* Work request: From the line containing "background:var(--page); color:var(--text); height:100vh;" down to the line containing "display:flex; align-items:center; gap:18px;" in the records below, reproduce every line exactly, ends included, and omit all others.

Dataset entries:
----

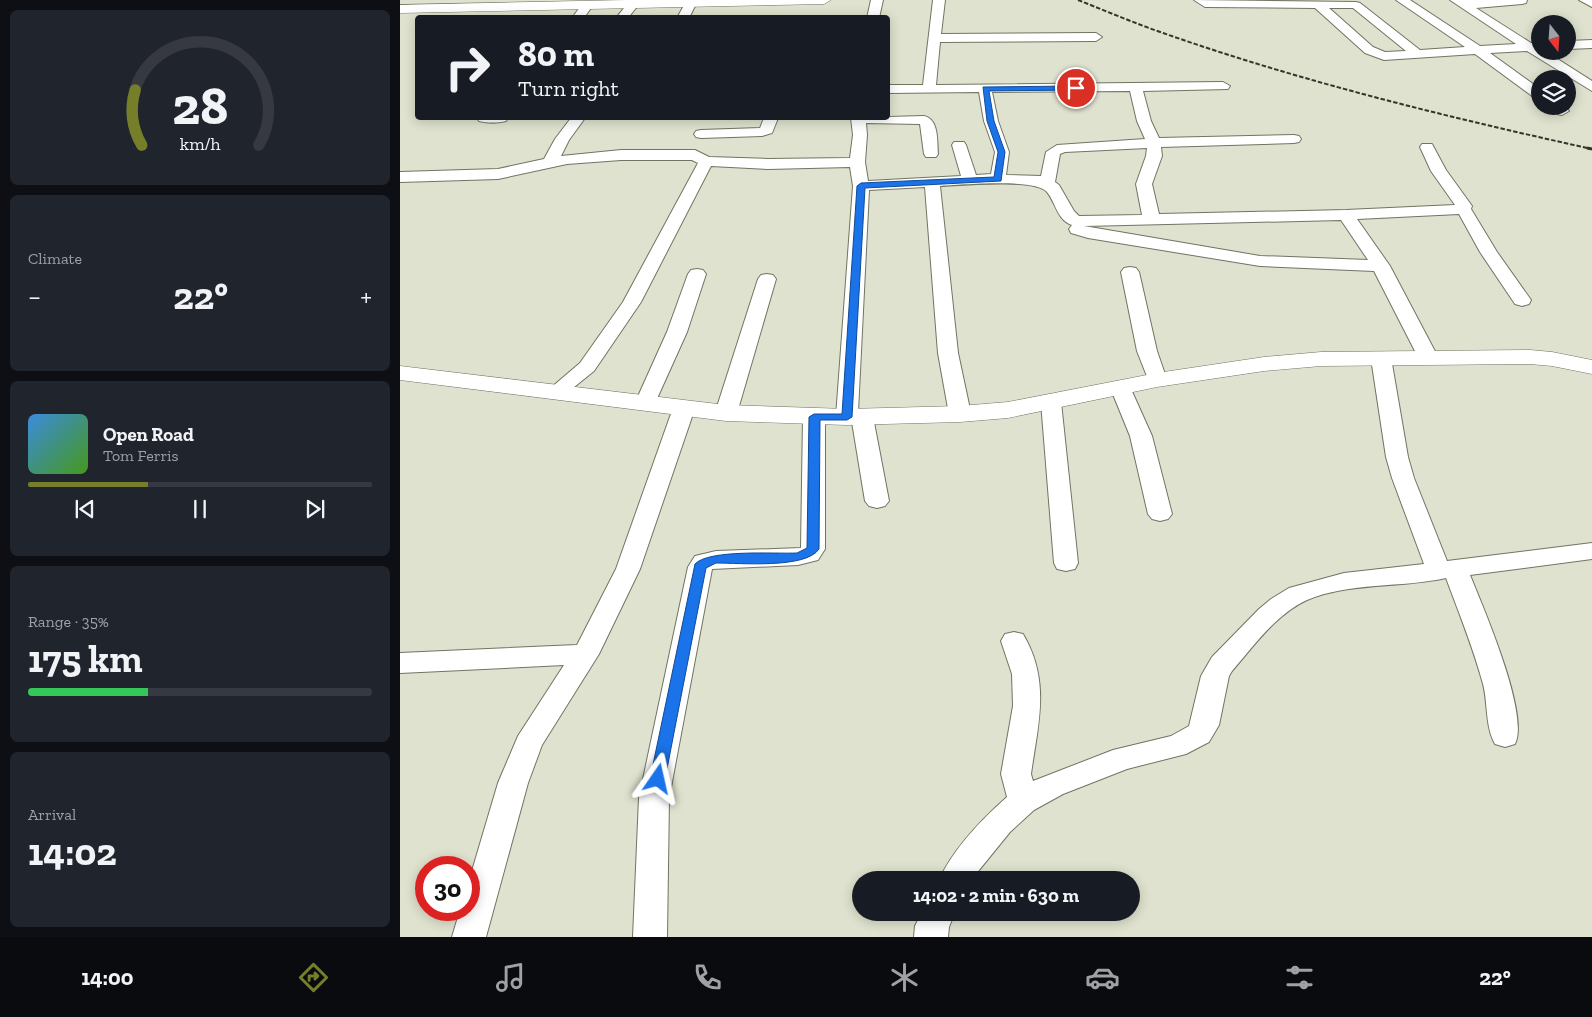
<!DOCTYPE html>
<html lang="en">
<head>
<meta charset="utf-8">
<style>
  :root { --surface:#171b24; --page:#20242c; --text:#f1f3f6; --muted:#9ea1a6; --line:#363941; --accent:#767e29 }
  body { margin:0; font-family:"Zilla Slab",serif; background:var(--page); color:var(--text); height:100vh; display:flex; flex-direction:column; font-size:19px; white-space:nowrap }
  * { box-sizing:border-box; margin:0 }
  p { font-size:16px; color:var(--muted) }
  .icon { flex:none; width:28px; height:28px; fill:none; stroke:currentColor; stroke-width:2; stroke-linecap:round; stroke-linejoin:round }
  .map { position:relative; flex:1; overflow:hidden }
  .details { display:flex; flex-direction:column; gap:10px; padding:10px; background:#0d0f14; width:400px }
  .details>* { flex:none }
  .top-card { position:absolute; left:15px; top:15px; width:475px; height:105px; border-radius:5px; box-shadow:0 2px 12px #0003; background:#171b24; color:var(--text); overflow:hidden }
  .needle { width:32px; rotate:163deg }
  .buttons { position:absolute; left:1131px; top:15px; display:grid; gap:10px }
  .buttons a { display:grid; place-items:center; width:45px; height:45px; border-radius:50%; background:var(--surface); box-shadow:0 2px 12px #0003; font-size:25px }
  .speed { position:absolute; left:15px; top:856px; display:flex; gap:10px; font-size:25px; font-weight:700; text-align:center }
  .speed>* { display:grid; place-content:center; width:65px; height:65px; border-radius:50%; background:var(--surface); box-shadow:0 2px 12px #0003; line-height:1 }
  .speed .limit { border:8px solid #d22; background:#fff; color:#111 }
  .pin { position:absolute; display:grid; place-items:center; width:42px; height:42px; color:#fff; margin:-21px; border:2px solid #fff; border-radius:50%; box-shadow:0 1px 5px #0007 }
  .me { position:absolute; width:55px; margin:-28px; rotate:11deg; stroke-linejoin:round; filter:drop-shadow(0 0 4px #0008) }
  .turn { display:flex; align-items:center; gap:18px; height:105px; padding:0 20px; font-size:22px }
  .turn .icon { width:65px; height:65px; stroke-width:2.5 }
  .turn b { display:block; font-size:35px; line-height:42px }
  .big { font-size:38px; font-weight:700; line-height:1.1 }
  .details .card { flex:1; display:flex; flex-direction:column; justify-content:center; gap:8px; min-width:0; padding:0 18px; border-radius:8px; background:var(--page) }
  .details .dial { align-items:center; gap:0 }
  .dial svg { height:130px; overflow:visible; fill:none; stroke:var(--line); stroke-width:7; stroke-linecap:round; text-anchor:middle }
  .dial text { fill:var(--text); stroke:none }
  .song { display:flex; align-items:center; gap:15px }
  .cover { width:60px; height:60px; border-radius:8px; background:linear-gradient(135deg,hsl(210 70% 55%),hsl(100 70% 35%)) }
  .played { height:5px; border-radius:2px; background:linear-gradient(90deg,var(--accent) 35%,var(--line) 35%) }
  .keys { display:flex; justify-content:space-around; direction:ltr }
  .heat { display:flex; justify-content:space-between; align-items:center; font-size:28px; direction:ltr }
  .charge { height:8px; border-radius:4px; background:linear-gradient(90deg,#34c759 35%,var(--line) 0) }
  .trip { position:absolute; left:452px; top:871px; width:288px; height:50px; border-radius:25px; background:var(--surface); box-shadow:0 2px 12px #0003; font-weight:700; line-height:50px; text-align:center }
  .dock { display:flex; height:80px; justify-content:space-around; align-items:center; background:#090b0e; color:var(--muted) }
  .dock .icon { width:35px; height:35px }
  .dock .active { color:var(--accent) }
  .dock b { font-size:22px; color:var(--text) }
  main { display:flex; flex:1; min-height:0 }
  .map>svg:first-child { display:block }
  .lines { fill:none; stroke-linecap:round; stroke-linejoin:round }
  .street-casing { stroke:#717462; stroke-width:2 }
  .secondary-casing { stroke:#717462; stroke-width:1 }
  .primary-casing { stroke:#717462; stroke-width:1 }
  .street { fill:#fff; fill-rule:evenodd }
  .secondary { fill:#fff; fill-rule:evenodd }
  .primary { fill:#fff; fill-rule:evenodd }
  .rail-far1 { stroke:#34352c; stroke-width:2; stroke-dasharray:4.5 2; stroke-linecap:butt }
  .rail { stroke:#34352c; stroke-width:3; stroke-dasharray:5.5 3; stroke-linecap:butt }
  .route { fill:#1a73e8; stroke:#114b97 }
</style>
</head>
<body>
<main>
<section class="details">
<div class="card dial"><svg viewBox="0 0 100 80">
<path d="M14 69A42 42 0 1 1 86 69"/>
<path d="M14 69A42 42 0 0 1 10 35" stroke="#767e29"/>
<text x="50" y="56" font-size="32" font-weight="700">28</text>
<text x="50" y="72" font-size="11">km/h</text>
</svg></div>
<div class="card"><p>Climate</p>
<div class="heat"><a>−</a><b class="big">22°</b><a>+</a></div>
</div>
<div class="card">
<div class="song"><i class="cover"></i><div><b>Open Road</b><p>Tom Ferris</p></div></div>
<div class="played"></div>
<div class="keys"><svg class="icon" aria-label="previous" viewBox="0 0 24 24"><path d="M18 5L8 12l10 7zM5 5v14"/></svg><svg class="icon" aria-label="pause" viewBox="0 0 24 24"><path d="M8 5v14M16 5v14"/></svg><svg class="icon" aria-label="next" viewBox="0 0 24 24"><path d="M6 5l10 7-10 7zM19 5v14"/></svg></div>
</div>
<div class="card"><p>Range · 35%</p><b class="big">175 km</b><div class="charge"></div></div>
<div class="card"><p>Arrival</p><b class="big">14:02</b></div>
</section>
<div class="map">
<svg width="1192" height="937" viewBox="0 0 1192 937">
  <rect width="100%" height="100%" fill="#dfe2ce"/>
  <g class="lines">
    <g class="street-casing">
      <g id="street">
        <path d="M287,0H295L297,2L289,18H277Z"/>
        <path d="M471,0H483L479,18H467Z"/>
        <path d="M533,0H545L541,34L696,33L702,37L696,41L540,42L536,85L823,82L830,86L828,89L743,91L751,121L759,138L894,135L899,136L901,139L899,142L894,143L761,147L762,156L752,184L759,214L946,210L1055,205L1031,171L1020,147L1022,144H1032L1046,170L1072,206L1071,209L1097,252L1131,300L1129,304L1122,306L1115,304L1080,252L1059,214L957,219L990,266L1038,357L1035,361L1028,363L1021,361L1018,357L974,271L860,266L688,238L671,233L669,229L672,225C657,220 656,203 647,192C635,178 560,185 540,186L558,353L571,414L567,418L560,420L553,418L549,414L538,353L525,187L469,190L458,412H470L473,417L489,501L485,506L477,508L469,506L465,501L452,422L447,423L439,422L436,417L453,186L450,167L368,169L311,166L241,302L194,371L163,396L156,398L149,396L146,392L180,363L223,302L298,163L292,160H221L167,164L98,179L0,182V172L98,169L144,159L155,139L171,118H185L169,140L161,156L221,150H295L309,157L368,159L450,158L453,135L451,118L524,116C539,119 537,141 538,154L536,157H526L524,154L520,124L466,123L467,135L465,162L468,181L561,176L552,145L554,142H564L566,145L576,175L591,174L595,152L584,121L579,92L488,93V85H523ZM730,91L737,121L745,139L657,145L646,152L641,176L606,175L609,152L598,121L592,92ZM747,148L746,156L736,184L742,215L679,216L674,211L659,185L655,182L660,154L665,152ZM941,220L968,260L860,256L684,226Z"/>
        <path d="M794,0L956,2L960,3L1020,50L1065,47L996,0H1010L1080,46L1116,44L1050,0H1127L1126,3L1122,4L1076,8L1131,43L1140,42V51H1145L1192,81V91L1127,51L1090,53L1140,89V99L1135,98L1075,54L984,60L965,53L915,8L805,7ZM929,8H953L1006,51L985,52L973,47Z"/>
        <path d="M1179,0H1192V7Z"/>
        <path d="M233,1L239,4L228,18H216L229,2Z"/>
        <path d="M187,2L193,5L184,18H172L183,3Z"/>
        <path d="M1192,40V48L1168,49V41Z"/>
        <path d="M1148,106H1164L1169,111L1162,115L1157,114Z"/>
        <path d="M77,118H108L106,121C98,123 87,123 79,121Z"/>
        <path d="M364,118H378L372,133L362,136L301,138L296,137L294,134L296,131L301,130L360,128Z"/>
        <path d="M730,267L736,268L739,272L757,351L767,380L764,384L757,386L750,384L737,351L721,272L724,268Z"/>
        <path d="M297,269L303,270L306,274L287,332L255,403L252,407L245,409L238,407L235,403L267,332L288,274L291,270Z"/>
        <path d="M367,274L373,275L376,279L337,413L333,417L326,419L319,417L315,413L358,279L361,275Z"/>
        <path d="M981,352L988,354L991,358L1008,457L1014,478L1047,561L1192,543V559L1070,575C1083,607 1130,715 1115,744L1105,747L1095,744C1085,726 1088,703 1083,684C1073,647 1059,613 1046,578C1002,588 949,582 907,600C876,614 853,647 832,671L829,676L819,725L809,742L786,754L727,769L663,794L634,810L610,832L571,880H539C554,848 580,821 607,797L601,774L613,706L612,674L601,641L605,634L614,632L623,634C651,681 638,724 631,774L633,781L713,750L771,736L789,726L801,676L812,657L859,609L871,599L889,588L944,573L1024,564L992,478L986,457L971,358L974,354Z"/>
        <path d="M720,381L727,383L730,387L752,436L772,514L768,519L760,521L752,519L748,514L730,436L710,387L713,383Z"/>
        <path d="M651,396L658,398L661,402L678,563L675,569L666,571L657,569L654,563L641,402L644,398Z"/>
        <path d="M284,402L291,404L295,408L240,569L199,654L142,745L128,783L86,937H52L60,910H69V881L98,783L118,736L164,665L0,673V653L177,645L216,569L273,408L277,404Z"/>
        <path d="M414,411L422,412L425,417V549L418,560L398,565L312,569L269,798L267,937H233L239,798L288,567L295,556L316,551L401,548L403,417L406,412Z"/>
        <path d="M522,912H555L549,927L548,937H514L515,926Z"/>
      </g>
    </g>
    <g class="secondary-casing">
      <path id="secondary" d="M1130,350L1152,352L1192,360V374L1152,366L1130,364L921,366L864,371L757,387L608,418L560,422L447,425L326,421L0,380V366L326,405L447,409L560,406L608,402L757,373L864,357L921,352Z"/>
    </g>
    <g class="primary-casing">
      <path id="primary" d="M227,0H431L424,4L0,13V5Z"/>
    </g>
    <use href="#street" class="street"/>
    <use href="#secondary" class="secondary"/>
    <use href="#primary" class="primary"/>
    <path class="rail-far1" d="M678,0C706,11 734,23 763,33C903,82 1047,117 1192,149"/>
    <path class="rail" d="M1187,148L1192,149"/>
  </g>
  <path class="route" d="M583,87L676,86L680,88L676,90L589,91L594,121L605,152L601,181L465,188L452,417L447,420H420L419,549C406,569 340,563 316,563L306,568L265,779L263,783L258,785L253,783L250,779L295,564C309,549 375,554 397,553L407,548L409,417L414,414H442L457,186L461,183L594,177L598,152L587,121Z"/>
</svg>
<div class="buttons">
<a><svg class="needle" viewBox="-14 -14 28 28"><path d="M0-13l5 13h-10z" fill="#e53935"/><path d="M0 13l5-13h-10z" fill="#9ea1a6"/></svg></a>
<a><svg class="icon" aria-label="layers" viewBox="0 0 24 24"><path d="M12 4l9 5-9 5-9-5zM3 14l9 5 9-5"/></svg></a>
</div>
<div class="speed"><div class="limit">30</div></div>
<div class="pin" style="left:676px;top:88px;background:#d93025"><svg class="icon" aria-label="arrive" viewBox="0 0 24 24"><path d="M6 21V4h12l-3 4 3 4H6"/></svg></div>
<svg class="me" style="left:258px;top:779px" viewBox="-20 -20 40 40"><path d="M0-17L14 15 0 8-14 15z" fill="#1a73e8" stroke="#fff" stroke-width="4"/></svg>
<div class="trip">14:02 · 2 min · 630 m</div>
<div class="top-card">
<div class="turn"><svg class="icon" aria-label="right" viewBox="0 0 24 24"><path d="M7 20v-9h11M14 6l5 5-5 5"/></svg><div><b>80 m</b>Turn right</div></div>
</div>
</div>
</main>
<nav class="dock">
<b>14:00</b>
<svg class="icon active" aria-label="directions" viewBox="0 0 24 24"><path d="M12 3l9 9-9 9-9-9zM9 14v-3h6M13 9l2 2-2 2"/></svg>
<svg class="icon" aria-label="music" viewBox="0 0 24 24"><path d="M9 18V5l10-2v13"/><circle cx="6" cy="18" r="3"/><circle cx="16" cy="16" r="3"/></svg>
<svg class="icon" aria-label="phone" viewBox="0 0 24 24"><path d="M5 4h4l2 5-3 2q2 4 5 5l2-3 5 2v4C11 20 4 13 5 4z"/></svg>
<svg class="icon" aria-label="climate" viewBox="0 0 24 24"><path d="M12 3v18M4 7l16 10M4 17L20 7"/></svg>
<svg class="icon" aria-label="car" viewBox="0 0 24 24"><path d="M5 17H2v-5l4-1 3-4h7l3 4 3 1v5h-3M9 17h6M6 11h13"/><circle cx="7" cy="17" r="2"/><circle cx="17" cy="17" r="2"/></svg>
<svg class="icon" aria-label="filters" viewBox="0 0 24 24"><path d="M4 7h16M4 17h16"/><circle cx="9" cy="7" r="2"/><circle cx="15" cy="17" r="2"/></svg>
<b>22°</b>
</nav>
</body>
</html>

----

* Output for this exercise:
  body { margin:0; font-family:"Zilla Slab",serif; background:var(--page); color:var(--text); height:100vh; display:flex; flex-direction:column; font-size:19px; white-space:nowrap }
  * { box-sizing:border-box; margin:0 }
  p { font-size:16px; color:var(--muted) }
  .icon { flex:none; width:28px; height:28px; fill:none; stroke:currentColor; stroke-width:2; stroke-linecap:round; stroke-linejoin:round }
  .map { position:relative; flex:1; overflow:hidden }
  .details { display:flex; flex-direction:column; gap:10px; padding:10px; background:#0d0f14; width:400px }
  .details>* { flex:none }
  .top-card { position:absolute; left:15px; top:15px; width:475px; height:105px; border-radius:5px; box-shadow:0 2px 12px #0003; background:#171b24; color:var(--text); overflow:hidden }
  .needle { width:32px; rotate:163deg }
  .buttons { position:absolute; left:1131px; top:15px; display:grid; gap:10px }
  .buttons a { display:grid; place-items:center; width:45px; height:45px; border-radius:50%; background:var(--surface); box-shadow:0 2px 12px #0003; font-size:25px }
  .speed { position:absolute; left:15px; top:856px; display:flex; gap:10px; font-size:25px; font-weight:700; text-align:center }
  .speed>* { display:grid; place-content:center; width:65px; height:65px; border-radius:50%; background:var(--surface); box-shadow:0 2px 12px #0003; line-height:1 }
  .speed .limit { border:8px solid #d22; background:#fff; color:#111 }
  .pin { position:absolute; display:grid; place-items:center; width:42px; height:42px; color:#fff; margin:-21px; border:2px solid #fff; border-radius:50%; box-shadow:0 1px 5px #0007 }
  .me { position:absolute; width:55px; margin:-28px; rotate:11deg; stroke-linejoin:round; filter:drop-shadow(0 0 4px #0008) }
  .turn { display:flex; align-items:center; gap:18px; height:105px; padding:0 20px; font-size:22px }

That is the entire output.